Language has played a fundamental role in human cultural evolution. The ability of humans to speak involves fine motor control of the larynx and mouth; this control is absent in other primates.

Individuals with specific language impairment (SLI) have a developmental disorder of speech and language that is not attributable to deafness, autism, or any other general causes. Examples of symptoms include problems in articulation, identification of basic speech sounds, and understanding sentences and grammar. Although SLI does run in families, the inheritance patterns are usually complex, and until recently, little could be said about its genetic basis.
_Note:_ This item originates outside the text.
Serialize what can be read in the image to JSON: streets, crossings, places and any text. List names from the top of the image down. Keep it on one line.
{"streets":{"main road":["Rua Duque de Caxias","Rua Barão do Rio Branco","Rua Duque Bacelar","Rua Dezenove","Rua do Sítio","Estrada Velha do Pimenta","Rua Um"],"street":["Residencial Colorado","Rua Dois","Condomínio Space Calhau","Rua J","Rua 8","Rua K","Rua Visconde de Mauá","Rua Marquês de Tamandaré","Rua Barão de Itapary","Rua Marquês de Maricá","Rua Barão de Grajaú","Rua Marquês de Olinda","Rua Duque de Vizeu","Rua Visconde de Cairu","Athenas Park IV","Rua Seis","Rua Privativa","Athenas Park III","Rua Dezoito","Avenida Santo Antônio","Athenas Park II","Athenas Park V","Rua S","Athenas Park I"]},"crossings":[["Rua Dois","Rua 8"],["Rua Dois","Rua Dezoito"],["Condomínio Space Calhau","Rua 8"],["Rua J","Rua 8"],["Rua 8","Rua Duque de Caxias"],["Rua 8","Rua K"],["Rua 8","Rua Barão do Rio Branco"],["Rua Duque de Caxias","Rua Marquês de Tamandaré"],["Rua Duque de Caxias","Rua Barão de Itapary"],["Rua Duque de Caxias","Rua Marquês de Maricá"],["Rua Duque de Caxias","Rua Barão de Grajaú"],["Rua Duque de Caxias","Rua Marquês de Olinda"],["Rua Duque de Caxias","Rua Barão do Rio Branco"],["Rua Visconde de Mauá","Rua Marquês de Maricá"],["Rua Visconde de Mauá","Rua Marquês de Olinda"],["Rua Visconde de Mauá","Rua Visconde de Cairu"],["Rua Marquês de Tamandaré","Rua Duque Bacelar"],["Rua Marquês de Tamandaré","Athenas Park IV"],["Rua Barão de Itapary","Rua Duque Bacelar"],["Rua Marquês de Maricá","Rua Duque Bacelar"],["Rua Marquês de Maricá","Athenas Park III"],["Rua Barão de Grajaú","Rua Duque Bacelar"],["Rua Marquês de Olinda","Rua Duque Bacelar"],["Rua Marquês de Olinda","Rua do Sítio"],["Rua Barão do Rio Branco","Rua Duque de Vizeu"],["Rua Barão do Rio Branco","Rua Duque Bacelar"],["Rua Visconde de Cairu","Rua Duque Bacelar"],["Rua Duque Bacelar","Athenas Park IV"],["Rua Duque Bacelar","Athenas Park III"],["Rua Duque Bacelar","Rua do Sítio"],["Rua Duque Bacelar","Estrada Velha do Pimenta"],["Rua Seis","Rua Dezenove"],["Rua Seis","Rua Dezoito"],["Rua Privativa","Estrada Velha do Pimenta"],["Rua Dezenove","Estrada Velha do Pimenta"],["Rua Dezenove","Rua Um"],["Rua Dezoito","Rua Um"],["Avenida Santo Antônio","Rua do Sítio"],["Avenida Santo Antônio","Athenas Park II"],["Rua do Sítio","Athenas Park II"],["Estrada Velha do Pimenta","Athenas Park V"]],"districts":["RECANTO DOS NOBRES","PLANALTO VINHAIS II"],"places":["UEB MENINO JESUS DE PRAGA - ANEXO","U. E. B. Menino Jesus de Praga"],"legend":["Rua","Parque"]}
This changed with the study of a British family known as "KE". Several generations of this family were affected by SLI which was inherited in an autosomal dominant fashion. In 1998, this disorder was linked to a small segment of chromosome 7, labeled SPCH1. Then came the discovery of CS, an unrelated person who had a SLI, similar to that of the KE family and had a chromosomal translocation involving the SPCH1 interval. The discovery of CS helped to narrow the language disorder to a specific gene, FOXP2 (forkhead box P2).

FOXP2 belongs to a family of genes that encodes transcription factors (proteins that regulate the expression of genes). FOXP2 contains a forkhead domain that binds to DNA. The forkhead domain is disrupted in CS by translocation breakpoint, and in the KE family by a point mutation. Lai et al. propose that such a disruption in this region alters the DNA-binding and/or transactivation properties of FOXP2.

There is some evidence that the FOXP2 gene is a key part of human evolution. For example, the protein product is almost identical in mice, monkeys, and apes, which are separated by 130 million years of evolution. But humans differ from these species in two or three amino acids, through mutations estimated to have occurred within the last 200,000 years.

What is the role of FOXP2? We know that forkhead domain transcription factors have many important roles in the regulation of the development of embryos. Indeed, FOXP2 is expressed in fetal tissue, including the developing brain.

Enard et al. suggest that FOXP2 is needed in the development of the normal brain circuitry that underlies language and speech. They propose that at a critical point in fetal brain development, affected individuals have only half the normal amount of functioning transcription factor, which is not enough for normal early brain development.

FOXP2 is the first gene to be directly linked to speech and language disorders. Whatever the exact function of the gene turns out to be, it is unlikely that only one gene is responsible for speech. However, this discovery of a genetic component fuels the search for genetic causes of other cognitive and learning disorders.